Io ve lo dico, quando vedo insieme la Nelson, Murdoch & Page Associati perdo l’oggettività perché adoro il loro legame e il modo in cui siano una famiglia l’uno per l’altro. Se consideriamo, poi, che l’unico ad avere una sana famiglia alle spalle è Foggy, la cosa diventa ancora più lampante.

Foggy Nelson merita il mondo: questo è tutto ciò che avrei da dire su di lui. In questa stagione lo abbiamo visto maturare molto e se possibile diventare ancora più incredibile: ho adorato vederlo rimanere l’unico del trio con raziocinio e ottimismo, e mi è piaciuto moltissimo vederlo giocare a scacchi per riuscire (o per lo meno provarci) a battere Fisk in astuzia. Il suo trucco avrebbe funzionato se non fosse che Fisk aveva modo di arrivare ovunque!

Un’altra cosa che mi è piaciuta molto è stata l’uso del dialogo immaginario fra Matt/Fisk e Matt/suo padre per esternare i demoni che ancora lo perseguitano, oltre che la sequenza in cui Kingpin osserva da spettatore esterno (come un poliziotto su una scena del crimine) il passato di Dex.

SCENE TOP:

  • Il nuovo patto col tovagliolo

  • Fisk che descrive il modo in cui Vanessa gli abbia cambiato la vita

I’ve spent much of my life alone. And for many years, I pretended that this was the source of my strength. I told myself I had free will. And in that time, I achieved a great deal. But I was not fulfilled. I was longing for a connection that I could imagine but I could not achieve. Searching and not finding. Until Vanessa. Until I discovered love. I thought I would explode with the sense of power and freedom that she brought me. That the world lay at my feet. But then that passed when I discovered the great lie at the heart of love. That what I took for true freedom was precisely the reverse: you can built a prison of stone and steel, but you merely present the prisoner with a challenge. Any trully determined man will find a way out. But love… Love is the perfect prison. Inescapable. So, you see Agent Nadeem… I’m always in prison, wherever I go. If these thing help me saving Vanessa, then they are nothing to me. I will do I must.”

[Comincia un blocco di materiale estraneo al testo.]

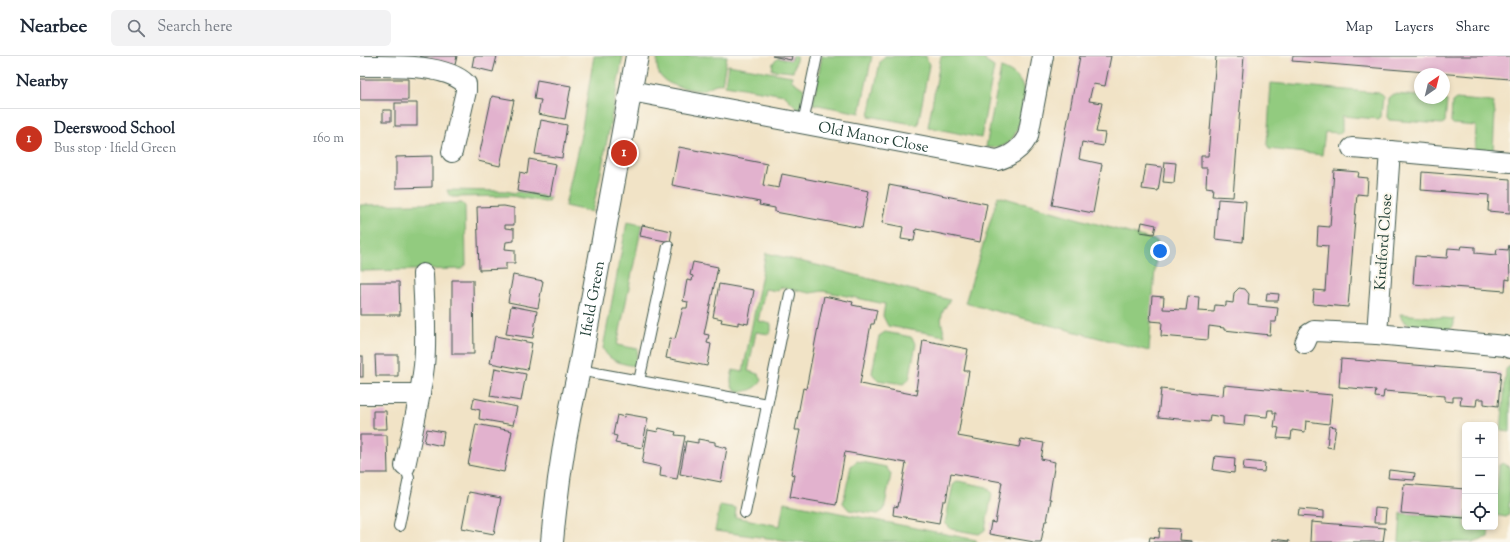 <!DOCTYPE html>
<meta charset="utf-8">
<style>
:root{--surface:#fff;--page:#f2f2f3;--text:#1f2937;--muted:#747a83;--line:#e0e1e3;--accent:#c8321e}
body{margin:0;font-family:"Sorts Mill Goudy",serif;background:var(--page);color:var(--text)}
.controls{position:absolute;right:12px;bottom:12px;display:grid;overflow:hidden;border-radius:6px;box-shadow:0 2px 6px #0003}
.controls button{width:36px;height:36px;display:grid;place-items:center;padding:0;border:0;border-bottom:1px solid var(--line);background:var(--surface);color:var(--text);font:20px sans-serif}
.compass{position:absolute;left:1054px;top:12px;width:36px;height:36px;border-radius:50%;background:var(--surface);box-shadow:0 2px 6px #0003;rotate:35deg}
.you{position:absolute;left:800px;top:195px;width:14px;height:14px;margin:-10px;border:3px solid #fff;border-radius:50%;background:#1a73e8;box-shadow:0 0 0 6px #1a73e833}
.badge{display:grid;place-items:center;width:26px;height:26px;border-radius:50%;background:var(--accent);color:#fff;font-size:13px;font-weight:700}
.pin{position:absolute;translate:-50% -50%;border:2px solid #fff;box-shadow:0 1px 4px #0006}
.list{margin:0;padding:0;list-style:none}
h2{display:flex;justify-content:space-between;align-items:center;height:52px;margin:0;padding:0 16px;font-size:17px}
h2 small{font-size:13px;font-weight:400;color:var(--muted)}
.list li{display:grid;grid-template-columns:26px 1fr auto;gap:12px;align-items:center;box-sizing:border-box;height:60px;padding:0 16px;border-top:1px solid var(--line)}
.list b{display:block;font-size:15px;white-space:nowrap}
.list p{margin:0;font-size:13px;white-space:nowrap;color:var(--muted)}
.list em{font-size:13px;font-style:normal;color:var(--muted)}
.icon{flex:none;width:22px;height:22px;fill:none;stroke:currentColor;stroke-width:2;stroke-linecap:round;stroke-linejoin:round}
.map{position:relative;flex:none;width:1150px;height:486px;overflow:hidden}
header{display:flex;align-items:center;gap:24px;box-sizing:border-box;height:56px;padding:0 20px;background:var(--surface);border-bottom:1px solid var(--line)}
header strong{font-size:19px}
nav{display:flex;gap:22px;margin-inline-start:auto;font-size:14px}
.search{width:280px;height:36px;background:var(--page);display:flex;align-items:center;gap:10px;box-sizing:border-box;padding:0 14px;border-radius:6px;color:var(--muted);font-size:15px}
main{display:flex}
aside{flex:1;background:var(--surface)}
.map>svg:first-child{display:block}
.green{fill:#92cb7f;stroke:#58845a}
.building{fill:#e2b2ce}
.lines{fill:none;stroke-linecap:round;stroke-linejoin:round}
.service-casing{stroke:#3e564a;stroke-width:12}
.minor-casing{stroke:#3e564a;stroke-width:22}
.tertiary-casing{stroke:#3e564a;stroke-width:24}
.service{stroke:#fff;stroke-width:10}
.minor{stroke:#fff;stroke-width:20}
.tertiary{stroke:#fff;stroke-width:22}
.labels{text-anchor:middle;stroke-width:4;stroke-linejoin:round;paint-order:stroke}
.street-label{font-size:15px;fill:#1f3d34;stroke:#fbf7ec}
</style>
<header>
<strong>Nearbee</strong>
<div class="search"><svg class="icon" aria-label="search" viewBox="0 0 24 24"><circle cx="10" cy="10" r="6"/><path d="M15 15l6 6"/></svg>Search here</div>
<nav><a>Map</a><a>Layers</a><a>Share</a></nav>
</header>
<main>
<aside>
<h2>Nearby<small></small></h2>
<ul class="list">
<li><span class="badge">1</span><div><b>Deerswood School</b><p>Bus stop · Ifield Green</p></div><em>160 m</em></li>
</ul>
</aside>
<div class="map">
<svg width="1150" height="486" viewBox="0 0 1150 486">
<rect width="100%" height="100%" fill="#fbf7ec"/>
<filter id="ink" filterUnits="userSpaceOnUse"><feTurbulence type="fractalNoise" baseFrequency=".025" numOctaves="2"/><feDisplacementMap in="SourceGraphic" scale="8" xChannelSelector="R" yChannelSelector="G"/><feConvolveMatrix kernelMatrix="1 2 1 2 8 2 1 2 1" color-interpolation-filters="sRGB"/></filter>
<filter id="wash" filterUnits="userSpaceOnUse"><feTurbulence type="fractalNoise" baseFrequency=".012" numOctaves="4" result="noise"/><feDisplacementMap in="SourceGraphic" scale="16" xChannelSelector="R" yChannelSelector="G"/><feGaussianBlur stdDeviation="0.9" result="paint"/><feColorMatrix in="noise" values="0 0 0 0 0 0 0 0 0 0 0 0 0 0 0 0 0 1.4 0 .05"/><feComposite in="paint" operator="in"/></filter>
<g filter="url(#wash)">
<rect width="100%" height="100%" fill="#f1e3c6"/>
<g class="green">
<path d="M234,0H263L240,121L232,156L205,150L221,78Z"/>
<path d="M298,0H367L362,28C354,26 349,33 341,34C337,35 330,33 326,32C308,29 293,22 298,0Z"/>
<path d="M432,0H437L433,16L412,14L413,7L418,2L431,4Z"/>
<path d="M462,0H512L500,57L453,48Z"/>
<path d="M525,0H566L569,9L558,69L509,60L520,6Z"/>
<path d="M581,0H625V5L634,11L621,82L568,71Z"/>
<path d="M368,9L432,20L431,24L444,33L441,53L437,52L424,39L365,29Z"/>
<path d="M641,12C647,14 655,18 659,24C666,33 664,43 662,54C658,74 653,96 626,91Z"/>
<path d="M911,27L1019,37L1023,41L1021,61L1018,63L982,60V76L979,77L965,76L962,99L909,93L907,88Z"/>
<path d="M1033,38L1060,40V42H1083L1087,45L1085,66L1082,68L1029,64L1027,61L1028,42Z"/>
<path d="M1096,43L1133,46L1135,57L1133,96L1115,95L1116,70L1093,68L1091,66L1092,46Z"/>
<path d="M87,134L145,135L156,137L157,135L190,141L188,145L185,146L152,140L92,141L89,139Z"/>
<path d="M638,140L797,185L789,295L605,247Z"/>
<path d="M102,147L105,150L106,209L102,213L0,215V149Z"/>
<path d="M267,166L282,169L257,289L278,293L275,310C262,308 248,305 243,292Z"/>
<path d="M406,197L473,213L590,244C579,260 580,262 585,280L528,270L523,260L525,248L463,235L450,237L420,231L418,235L405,233L398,265L411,268V275L409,278L396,276L388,315L398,318L402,324C397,336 370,342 371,324C371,321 372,317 373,314L383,316Z"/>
<path d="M1040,258L1094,263V268C1093,271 1091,273 1088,274C1079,277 1052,272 1045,266C1042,264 1041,261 1040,258Z"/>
<path d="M525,276L551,281L556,288L549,324L543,328L517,324L512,317L519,280Z"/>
<path d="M1150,310V376L1141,375L1146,313Z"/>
<path d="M497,405L526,411L531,418L524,454L518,458L489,454L483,447L491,410Z"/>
<path d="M1143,407L1150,411L1149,459L1146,461L1135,459L1139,409Z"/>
<path d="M598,425L627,431L632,438L625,474L619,478L591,473L585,467L593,429Z"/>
<path d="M424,446L616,484L617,486H437L355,475L360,449L376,452L375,461L420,470Z"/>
<path d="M1041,457L1105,462V471H1129L1128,481L1112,486H1039Z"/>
</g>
<g id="blocks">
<g class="building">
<path d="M59,0H97L95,9Z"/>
<path d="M114,0H137L133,16L112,11Z"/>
<path d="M412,0H432L431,4Z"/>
<path d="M720,0H751L745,30L733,28L729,45L742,47L736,76L745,77L743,90L722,86L719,103L742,108L733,157L692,149Z"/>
<path d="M856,0H884L873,141L852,140L853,132L846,131L847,112H841V100H848Z"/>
<path d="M933,0H1150V23L932,5Z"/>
<rect x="0" y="23" width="48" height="21"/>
<path d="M177,24L211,30L205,63L178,58L181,44L174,43Z"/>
<path d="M132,40L154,44L140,110L118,105Z"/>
<rect x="35" y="47" width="22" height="23"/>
<rect x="23" y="54" width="8" height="11"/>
<path d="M181,64L207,69L202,102L175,98Z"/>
<path d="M319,91L407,108L403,129L419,132L422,118L509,135L502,172L415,156V152L399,149L400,146L312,129Z"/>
<path d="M72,100V131L36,132V101Z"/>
<path d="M169,103L196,108L190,141L157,135L160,116L167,118Z"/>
<path d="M805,106L816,107L814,127L803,126Z"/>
<path d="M786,109L802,111L798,135L782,133Z"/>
<path d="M974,114L999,116L998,121L1008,122L1007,139L997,138L988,251L953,248L954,234L965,235L968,190L957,189L958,170L970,171Z"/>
<path d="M1062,116L1150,123V157L1128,155L1129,139L1061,134Z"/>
<path d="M529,129L627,148L620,186L556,173L554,185L541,183L543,171L522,167Z"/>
<path d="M858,143L886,145L883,186L855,183Z"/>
<path d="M144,150L154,152V169H145V172L154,173V185L146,186L145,193L155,194V207H146V213L119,214L117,151Z"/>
<path d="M782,166L796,169L794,178L780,176Z"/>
<path d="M282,169L312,175L310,186L280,180Z"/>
<path d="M1149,189L1150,224L1146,223L1145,235L1053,228L1055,200L1087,202L1088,192L1101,193L1102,190L1115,191V197L1136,199L1137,193L1148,194Z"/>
<path d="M333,206L358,211L344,278L349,279L347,287L351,288L347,310L306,302L310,282L315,283L323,252H327L328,246L323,245L327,224L332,225L333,220L330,219Z"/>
<path d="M153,219L183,225L178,252L148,246Z"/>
<path d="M92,224H113L114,298H92Z"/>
<path d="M0,226H39L40,259H0Z"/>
<path d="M359,228L394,234L388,268L378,266V269L361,266L362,263L353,261Z"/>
<path d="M879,232L885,233L889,238L888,249L918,252L916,266H911L910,279L864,274V272L849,270L848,284L801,280L802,266L790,265L792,240L804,241L803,253L826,254L828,240L839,241L838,255L854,256L855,249L866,250V246L873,247L874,237Z"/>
<path d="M907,237L919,238L918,245H906Z"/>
<path d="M464,240L493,246L492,249L517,254L514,268H511L500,328L557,339L558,334H556L563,284L608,293L604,315H609L598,380L659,391L661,383L684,387L681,403L695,406L689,443H691L687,465H685L681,486H674L629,478L631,466L635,467L642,426L591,417L586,445H583L579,467L533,459L534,450L538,451L546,407L485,396L476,449L430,441L434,419L431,418L440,374H435L443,332L446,333Z"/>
<path d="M151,250L177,255L173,282L146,278Z"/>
<path d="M135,280L172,287L167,314L130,307Z"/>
<path d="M15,299H38V320H16Z"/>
<rect x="0" y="300" width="3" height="21"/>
<path d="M981,303L1141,316L1138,350L1124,348V343H1117L1116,350L1100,349L1101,341H1093V346L1085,345V340L1024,335L1023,342L1015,341L1016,334L979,331Z"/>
<path d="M135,312L166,318L161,345L130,340Z"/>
<path d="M864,329L972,339L969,368L946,365L945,376L932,374L931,383L917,382L919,372L914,371L916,357H913V354H908L907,361L885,359L884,370L863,368V361L850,359L849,366L798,361L801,333L863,340Z"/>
<path d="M114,342L157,351L153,369L119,363L120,354L112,352Z"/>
<path d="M13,355H26L27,373H13Z"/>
<path d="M265,358L288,362L282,392L255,387L257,380L253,379L257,359L264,361Z"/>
<path d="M116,368L152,375L144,416L108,409Z"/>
<path d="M969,370L976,371L973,392L967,391Z"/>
<path d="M299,372L316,376L315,379L325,380L317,423L300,420L301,411L282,407L288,374L298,376Z"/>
<path d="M67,373L84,376L82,390L64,386Z"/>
<path d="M0,379H27L28,417H0Z"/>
<path d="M338,383L355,386V389L367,392L361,426L320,418L326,385L338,387Z"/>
<path d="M855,400L875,402L874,417L853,414Z"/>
<path d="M884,405L905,407L904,416L883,414Z"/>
<path d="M1029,414L1055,417L1054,424L1028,422Z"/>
<path d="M1044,428L1105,433V462L1041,457Z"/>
<path d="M109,436L141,442L134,478L102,472Z"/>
<path d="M1015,452L1026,453L1025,467H1014Z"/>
<path d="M939,453L964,455V462L938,460Z"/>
<path d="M951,466L1025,472L1023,486H950Z"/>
<path d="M800,472L820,473L819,484L832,485V486H789L790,481L799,482Z"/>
<path d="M912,483L929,485V486H912Z"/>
</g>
</g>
</g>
<g filter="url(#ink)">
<use href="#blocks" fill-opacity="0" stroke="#3e564a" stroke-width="1"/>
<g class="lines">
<defs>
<g id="service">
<path d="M443,67L457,0"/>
<path d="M219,314L407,348"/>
<path d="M279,325L308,190"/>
<path d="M385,457L430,238"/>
<path d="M39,470L49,422L45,410"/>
</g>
<g id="minor">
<path d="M0,10C29,10 85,7 106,28V35L92,96"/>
<path id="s1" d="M271,35L637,104C652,100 661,93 668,80L683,0"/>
<path d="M992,92L1030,95L1017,278L1145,290L1150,292"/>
<path d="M1030,95L1150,106"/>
<path d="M945,287L949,278L954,275L1017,278"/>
<path d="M0,338H60"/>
<path d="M45,410C52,377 60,344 64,310C67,280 64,248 63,218"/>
</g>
<g id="tertiary">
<path id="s2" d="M192,486C197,428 206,371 219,314L277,0"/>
</g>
</defs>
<use href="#service" class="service-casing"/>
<use href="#minor" class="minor-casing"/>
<use href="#tertiary" class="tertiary-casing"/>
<use href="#service" class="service"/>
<use href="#minor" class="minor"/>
<use href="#tertiary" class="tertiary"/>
</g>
</g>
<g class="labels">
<g class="street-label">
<text dy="5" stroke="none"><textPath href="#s1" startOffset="247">Old Manor Close</textPath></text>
<text transform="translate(1023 186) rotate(-86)" y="5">Kirdford Close</text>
<text dy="5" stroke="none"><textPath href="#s2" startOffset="247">Ifield Green</textPath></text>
</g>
</g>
</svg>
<div class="controls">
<button>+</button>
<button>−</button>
<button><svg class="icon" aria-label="locate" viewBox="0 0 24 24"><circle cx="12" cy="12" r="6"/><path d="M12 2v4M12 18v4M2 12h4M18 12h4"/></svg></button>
</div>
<svg class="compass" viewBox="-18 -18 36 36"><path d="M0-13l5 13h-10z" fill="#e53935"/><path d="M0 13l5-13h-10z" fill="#747a83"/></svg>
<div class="you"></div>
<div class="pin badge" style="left:264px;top:97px">1</div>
</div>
</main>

  • Karen che confessa a Fisk l’omicidio di Wesley

  • Matt che comprende che uccidere Fisk lo snaturerebbe e usa su Kingpin il metodo Fisk: prendi un punto debole e usalo a tuo vantaggio.

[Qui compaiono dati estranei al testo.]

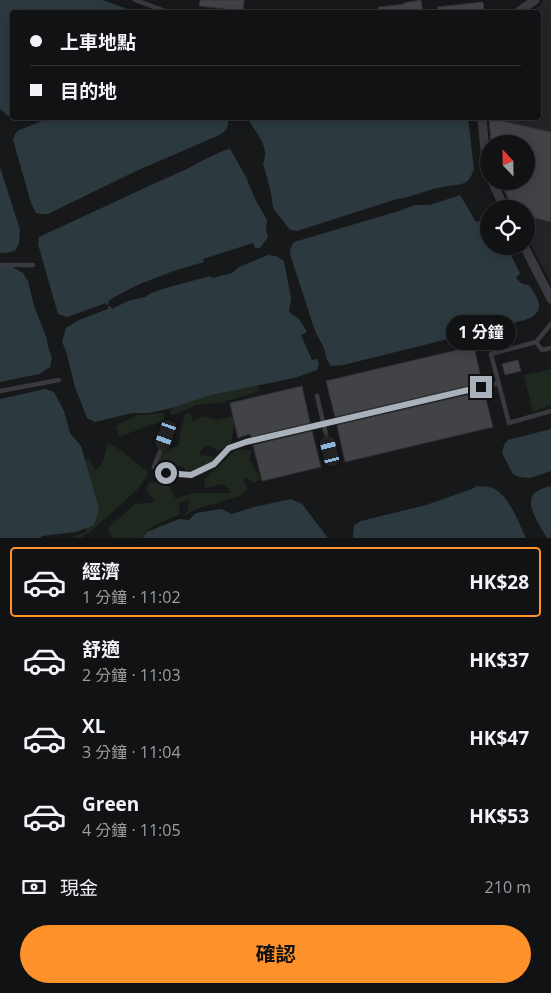 <!DOCTYPE html>
<html lang="zh-TW">
<meta charset="utf-8">
<style>
:root{--surface:#111214;--page:#1a1b1d;--text:#f1f3f6;--muted:#9c9ea0;--line:#303234;--accent:#ff912b}
body{margin:0;font-family:"Open Sans","Noto Sans TC",sans-serif;background:var(--page);color:var(--text);height:100vh;display:flex;flex-direction:column;font-size:19px;white-space:nowrap}
*{box-sizing:border-box;margin:0}
p{font-size:16px;color:var(--muted)}
.icon{flex:none;width:28px;height:28px;fill:none;stroke:currentColor;stroke-width:2;stroke-linecap:round;stroke-linejoin:round}
.map{position:relative;height:538px;overflow:hidden}
.panel{display:flex;flex-direction:column;background:var(--surface);flex:1}
.panel>*{flex:none}
.guide{position:absolute;left:10px;top:10px;width:531px;height:110px;border-radius:5px;box-shadow:0 2px 12px #0003,0 0 0 1px var(--line);display:grid;align-content:center;height:110px;padding:0 20px;background:var(--surface)}
.needle{width:32px;rotate:338deg}
.fabs{position:absolute;left:480px;top:135px;display:grid;gap:10px}
.fabs a{display:grid;place-items:center;width:55px;height:55px;border-radius:50%;background:var(--surface);box-shadow:0 2px 12px #0003,0 0 0 1px var(--line);font-size:25px}
.end{position:absolute;width:22px;height:22px;margin:-11px;border:6px solid #a9b1ba;background:#111;box-shadow:0 0 0 2px #111}
.from{border-radius:50%}
.bubble{position:absolute;height:35px;border-radius:18px;background:var(--surface);box-shadow:0 2px 12px #0003,0 0 0 1px var(--line);font-size:16px;font-weight:700;line-height:35px;text-align:center}
.car{position:absolute;width:15px;height:30px;margin:-15px -8px;border-radius:6px;box-shadow:0 0 4px 1px #0007;background:linear-gradient(#222 24%,#8ab4d8 0 40%,#222 0 76%,#8ab4d8 0 86%,#222 0)}
.guide b{display:flex;align-items:center;gap:18px;height:48px;font-size:19px}
.guide b+b{border-top:1px solid var(--line)}
.guide i{width:12px;height:12px;background:var(--text)}
ul{padding:9px 0 0;list-style:none}
li{display:flex;align-items:center;gap:15px;height:70px;margin:0 10px 8px;padding:0 10px;border:2px solid transparent;border-radius:5px}
li div{flex:1}
li b{display:block;font-size:19px}
li em{font-style:normal;font-weight:700}
li.on{border-color:var(--accent)}
li>.icon{width:45px;height:45px;stroke-width:1.5}
.pay{display:flex;align-items:center;gap:12px;height:55px;padding:0 20px;font-size:19px}
.pay p{margin-inline-start:auto}
.cta{display:flex;gap:10px;margin-top:auto;padding:10px 20px}
.cta a{flex:1;height:58px;border-radius:30px;background:var(--accent);color:#111;font-size:20px;font-weight:700;line-height:58px;text-align:center}
.map>svg:first-child{display:block}
.built{fill:#232427}
.green{fill:#1f281f}
.water{fill:#2c3a3f}
.building{fill:#414347;stroke:#313236}
.lines{fill:none;stroke-linecap:round;stroke-linejoin:round}
.lane{stroke:#383a3f;stroke-width:4.5}
.street{stroke:#383a3f;stroke-width:9}
.route{stroke:#a9b1ba;stroke-width:6}
</style>
<div class="map">
<svg width="551" height="538" viewBox="0 0 551 538">
<rect width="100%" height="100%" fill="#17181a"/>
<!-- built -->
<path class="built" d="M543 0H551V283L526 235V209H513L500 181H526V144H491L489 118H539V12H531L538 8Z"/>
<!-- green -->
<path class="green" d="M551 369V405L533 412 524 375Z
M256 383 259 391 224 402 196 405 190 408 172 415 169 411 183 401Z
M164 413V421L142 428 120 437 115 426 138 415Z
M191 413 192 421 204 416 217 420 233 416 234 426 231 443 218 451 209 445 203 447 199 455 219 457 210 467 191 475 182 466 159 469 160 451 179 446 180 434 185 414Z
M108 443 122 451 149 473 137 490 89 533 80 538H74L73 536 86 532 84 520 81 460H90L95 470 102 464Z
M236 450H247L252 451 249 459 261 479 253 483 247 477 243 480 248 489 240 496 199 508 182 516 188 511 189 500 179 503 180 514 151 527 141 538H112L108 528 135 504 155 502 146 490 149 482H167L175 498 195 493H232L223 484 205 488 204 480Z"/>
<!-- water -->
<path class="water" d="M0 0H102L136 12H12V117L7 115 0 109Z
M50 118H225L228 120C229 129 224 132 217 136L134 172 48 214H41L36 213 31 203 13 140 15 134 19 130Z
M248 118H468L474 169C472 174 470 180 466 182 460 186 449 185 442 187 426 190 413 197 397 199L297 231 290 230 273 208 271 193 263 163C271 146 254 132 248 118Z
M230 149 246 177 255 199 267 220 266 229 268 237 260 248H255L253 243 203 259 204 262C171 271 137 283 108 301L109 304 107 305 106 303 67 317 58 314 38 244 39 237C89 214 139 190 189 168 198 163 222 150 230 149Z
M0 167 20 230 19 243 15 251 6 253H0Z
M460 195 476 222 485 219 489 221V246H506L520 273 516 278 522 284 529 285C536 295 546 308 532 317 529 319 524 320 521 321L343 365 331 366 327 360 324 348 315 331 290 254 291 247 294 242 399 211 415 205H430Z
M268 255 276 256 284 261 291 298 289 312 299 319 307 332 301 335 312 360 317 359 319 363 317 370 294 378 211 395 172 408 149 413H132L95 422 87 418 75 387 66 351 62 342 66 328 79 320 108 309V306H110L112 309 128 301 145 297 151 293 166 288 210 276 213 278 232 273 239 267Z
M0 267H12L23 273 28 281 34 306 47 339 48 347 52 358 50 367 39 374 0 382Z
M45 389 54 392 64 411 70 433 81 446 99 509 94 525 76 532 42 536 40 538H0V399Z
M551 429V471L530 478 519 477 513 474 502 453 504 445 508 440Z
M477 486C481 487 486 486 489 487 508 491 518 522 526 538H354L353 536 354 525 361 521 426 505 472 489Z
M551 486V538H547C541 527 522 502 536 492 540 489 547 487 551 486Z
M291 499 302 504 328 538H142L147 532 179 519 189 520 196 513 221 509 232 514 254 507Z"/>
<!-- building -->
<path class="building" d="M200 0H244L243 11 199 6Z
M421 0 423 12H379L378 7 404 4 403 3Z
M483 2 484 12H438L437 7Z
M489 118 551 132V222L526 216V209H513L500 181H526V144H491Z
M474 346 482 383 335 417 326 381Z
M518 360 521 371 505 375 502 364Z
M302 386 310 423 251 437 250 434 238 438 230 403Z
M484 391 493 427 345 462 337 425Z
M312 431 321 467 262 481 253 445Z"/>
<g class="lines">
<!-- lane -->
<path class="lane" d="M135 0 168 12
M0 265H33
M551 324 536 342 491 354 509 423 551 411
M536 342 542 350 551 348
M0 391 59 380
M317 396 333 464
M166 435 154 467 166 473 191 475 214 465 229 448 246 442 499 383"/>
<!-- street -->
<path class="street" d="M518 12 535 0
M482 118 486 162 489 172
M492 181 505 209
M524 246 551 299"/>
</g>
<g class="lines">
<!-- route -->
<path class="route" d="M166 473 191 475 214 464 229 448 246 442 481 387"/>
</g>
</svg>
<div class="fabs">
<a><svg class="needle" viewBox="-14 -14 28 28"><path d="M0-13l5 13h-10z" fill="#e53935"/><path d="M0 13l5-13h-10z" fill="#9c9ea0"/></svg></a>
<a><svg class="icon" aria-label="locate" viewBox="0 0 24 24"><circle cx="12" cy="12" r="6"/><path d="M12 2v4M12 18v4M2 12h4M18 12h4"/></svg></a>
</div>
<i class="end from" style="left:166px;top:473px"></i>
<i class="end" style="left:481px;top:387px"></i>
<div class="bubble" style="left:446px;top:315px;width:70px">1 分鐘</div>
<i class="car" style="left:166px;top:435px;rotate:200deg"></i>
<i class="car" style="left:330px;top:451px;rotate:346deg"></i>
<div class="guide">
<b><i class="from"></i>上車地點</b>
<b><i></i>目的地</b>
</div>
</div>
<section class="panel">
<ul>
<li class="on"><svg class="icon" aria-label="car" viewBox="0 0 24 24"><path d="M5 17H2v-5l4-1 3-4h7l3 4 3 1v5h-3M9 17h6M6 11h13"/><circle cx="7" cy="17" r="2"/><circle cx="17" cy="17" r="2"/></svg><div><b>經濟</b><p>1 分鐘 · 11:02</p></div><em>HK$28</em></li>
<li><svg class="icon" aria-label="car" viewBox="0 0 24 24"><path d="M5 17H2v-5l4-1 3-4h7l3 4 3 1v5h-3M9 17h6M6 11h13"/><circle cx="7" cy="17" r="2"/><circle cx="17" cy="17" r="2"/></svg><div><b>舒適</b><p>2 分鐘 · 11:03</p></div><em>HK$37</em></li>
<li><svg class="icon" aria-label="car" viewBox="0 0 24 24"><path d="M5 17H2v-5l4-1 3-4h7l3 4 3 1v5h-3M9 17h6M6 11h13"/><circle cx="7" cy="17" r="2"/><circle cx="17" cy="17" r="2"/></svg><div><b>XL</b><p>3 分鐘 · 11:04</p></div><em>HK$47</em></li>
<li><svg class="icon" aria-label="car" viewBox="0 0 24 24"><path d="M5 17H2v-5l4-1 3-4h7l3 4 3 1v5h-3M9 17h6M6 11h13"/><circle cx="7" cy="17" r="2"/><circle cx="17" cy="17" r="2"/></svg><div><b>Green</b><p>4 分鐘 · 11:05</p></div><em>HK$53</em></li>
</ul>
<div class="pay"><svg class="icon" aria-label="cash" viewBox="0 0 24 24"><path d="M3 7h18v10H3z"/><circle cx="12" cy="12" r="2"/></svg>現金<p>210 m</p></div>
<div class="cta"><a>確認</a></div>
</section>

Chiudo con una semplice constatazione, in barba alla comune affermazione per cui «love is weakness», tutti i personaggi avevano proprio l’amore come propria debolezza sì, ma anche come propria forza: la famiglia di Nadeem, l’amicizia che lega Matt, Foggy e Karen, l’amore materno di sorella Maggie e l’affetto di padre Lantom, la costante della vita di Ben Poindexter (la psicologa e la sua collega: non per nulla è proprio la ragazza la chiave di volta per far ribellare Bullseye al suo creatore), l’amore di Kingpin per Vanessa che per lui vale molto più di tutto ciò che ha.

(sono loro la vera power couple! L’unico autentico Dinamico Duo!)

Vi è piaciuta la stagione? Cosa avete amato di più? Cosa vorreste vedere? Vi aspetto nei commenti. 

PS. Dopo l’attacco al Bulletin inizio a vedere con occhi decisamente diversi gli oggetti di cancelleria sulla mia scrivania.